For some $n$? Not even close. Let $n=1$, $f(x) =x$, and $g(x)=x+1$. Then $f'(x) = g'(x)$, but $f(\alpha) \neq g(\alpha)$, not at any point $\alpha$.

Close. You forget to include constant of integration:

$$f(x)=g(x)+a_0+a_1x+a_2x^2+\dots+a_{n-1}x^{n-1}$$

For arbitrary constants $a_k$.

For example:

$$f(x)=g(x)+a_0+a_1x+a_2x^2\tag1$$

$$f'(x)=g'(x)+\require{cancel}\cancelto0{\frac{da_0}{dx}}+\cancelto{a_1}{\frac{da_1x}{dx}}+\cancelto{2a_2x}{\frac{da_2x^2}{dx}}\\f'(x)=g'(x)+a_1+2a_2x$$

$$f''(x)=g''(x)+\cancelto0{\frac{da_1}{dx}}+\cancelto{2a_2}{\frac{d2a_2x}{dx}}$$

$$f''(x)=g''(x)+2a_2$$

$$f'''(x)=g'''(x)+\cancelto0{\frac{d2a_2}{dx}}$$

$$f'''(x)=g'''(x)$$

So the solution to that DE is given by $(1)$.

For fractional values of $n$, we run into fractional calculus, whereupon I cannot give you any simple answer.

I can say the following:

$$f(x)=g(x)\implies\frac{d^\alpha}{dx^\alpha}f(x)=\frac{d^\alpha}{dx^\alpha}g(x)$$

However,

$$\frac{d^\alpha}{dx^\alpha}f(x)=\frac{d^\alpha}{dx^\alpha}g(x)\cancel\implies f(x)=g(x)$$

If you are interested, you can try to look up some things on fractional calculus, which is concerned with fractional derivatives.

Here is the Wikipedia for fractional calculus, but do be warned that most sources ignore a fractional constant of integration or whatever due to its confusing nature.

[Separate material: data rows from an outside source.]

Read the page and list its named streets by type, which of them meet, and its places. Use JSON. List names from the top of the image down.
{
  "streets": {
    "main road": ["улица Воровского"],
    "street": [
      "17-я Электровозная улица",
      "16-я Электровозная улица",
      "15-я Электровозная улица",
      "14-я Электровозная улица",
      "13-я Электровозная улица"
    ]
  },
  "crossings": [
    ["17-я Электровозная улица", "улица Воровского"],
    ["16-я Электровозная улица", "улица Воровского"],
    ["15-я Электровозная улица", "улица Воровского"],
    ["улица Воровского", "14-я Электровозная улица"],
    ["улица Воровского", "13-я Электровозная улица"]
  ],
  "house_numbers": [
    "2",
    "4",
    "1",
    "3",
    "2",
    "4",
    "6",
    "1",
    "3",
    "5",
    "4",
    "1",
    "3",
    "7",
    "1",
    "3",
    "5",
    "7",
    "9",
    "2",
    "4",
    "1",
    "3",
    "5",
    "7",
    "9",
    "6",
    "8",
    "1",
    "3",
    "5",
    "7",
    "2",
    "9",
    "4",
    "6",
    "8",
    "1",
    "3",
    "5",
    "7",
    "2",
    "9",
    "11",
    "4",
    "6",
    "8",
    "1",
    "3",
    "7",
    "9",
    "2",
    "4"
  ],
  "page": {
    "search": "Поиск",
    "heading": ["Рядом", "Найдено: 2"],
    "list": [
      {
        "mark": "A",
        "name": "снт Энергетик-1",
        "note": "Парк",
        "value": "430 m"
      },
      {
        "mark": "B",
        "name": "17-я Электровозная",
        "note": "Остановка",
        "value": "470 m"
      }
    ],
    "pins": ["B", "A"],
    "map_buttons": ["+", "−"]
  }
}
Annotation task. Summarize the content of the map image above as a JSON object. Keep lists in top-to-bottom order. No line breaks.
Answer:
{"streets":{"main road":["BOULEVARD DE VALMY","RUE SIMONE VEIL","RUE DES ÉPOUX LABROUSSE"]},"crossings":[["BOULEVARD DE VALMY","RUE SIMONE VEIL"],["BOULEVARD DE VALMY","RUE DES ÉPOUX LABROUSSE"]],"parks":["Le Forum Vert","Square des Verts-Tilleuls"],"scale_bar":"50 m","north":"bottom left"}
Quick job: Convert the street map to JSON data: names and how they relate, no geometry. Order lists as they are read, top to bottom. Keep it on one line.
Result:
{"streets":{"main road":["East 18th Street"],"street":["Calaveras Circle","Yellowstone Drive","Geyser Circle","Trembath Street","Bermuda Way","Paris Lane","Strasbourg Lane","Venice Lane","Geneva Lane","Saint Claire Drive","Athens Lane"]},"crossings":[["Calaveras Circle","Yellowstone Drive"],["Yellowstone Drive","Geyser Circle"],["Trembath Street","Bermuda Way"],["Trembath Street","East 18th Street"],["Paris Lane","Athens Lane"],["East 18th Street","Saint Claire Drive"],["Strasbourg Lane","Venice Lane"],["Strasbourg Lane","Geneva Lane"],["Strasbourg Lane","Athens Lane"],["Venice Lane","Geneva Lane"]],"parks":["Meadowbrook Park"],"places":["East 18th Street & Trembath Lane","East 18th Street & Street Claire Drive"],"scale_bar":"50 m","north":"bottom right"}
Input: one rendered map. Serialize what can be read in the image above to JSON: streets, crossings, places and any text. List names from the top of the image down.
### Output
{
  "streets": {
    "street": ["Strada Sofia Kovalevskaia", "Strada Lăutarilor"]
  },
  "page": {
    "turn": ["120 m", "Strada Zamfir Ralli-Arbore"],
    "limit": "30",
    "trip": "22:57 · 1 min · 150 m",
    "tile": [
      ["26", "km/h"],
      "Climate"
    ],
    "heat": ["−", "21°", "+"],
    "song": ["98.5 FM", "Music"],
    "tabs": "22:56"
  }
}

You write: "What i know is that if the $n-th$ derivative of $f$ equals that of $g$ (where $n$ is an integer), then $f=g$, but i'm not sure if this holds for fractional $n$."

Not even this is true. Let $f(x) = 0$ and $g(x) = 1$. Then all positive integer derivatives of $f$ and $g$ are zero, but $f \neq g$ everywhere. Further, (though strictly not something you asked about,) that all positive integer derivatives of two functions agree does not mean that any of their positive non-integer derivatives agree. For positive non-integer $\alpha$, \begin{align} \frac{\mathrm{d}^\alpha}{\mathrm{d}x^\alpha} f(x) &= \frac{0 \cdot x ^{-\alpha}}{\Gamma(1-\alpha)} = 0 \\ \frac{\mathrm{d}^\alpha}{\mathrm{d}x^\alpha} g(x) &= \frac{1 \cdot x ^{-\alpha}}{\Gamma(1-\alpha)} \neq 0 \text{,} \end{align} where I have written "${} \neq 0$" because that function is never zero for any value of $x$. (For integer $\alpha$, we can recover the zero derivatives we have already mentioned by being careful taking our limits. When we are, the pole in $\Gamma$ dominates the algebraic numerator, giving zero.)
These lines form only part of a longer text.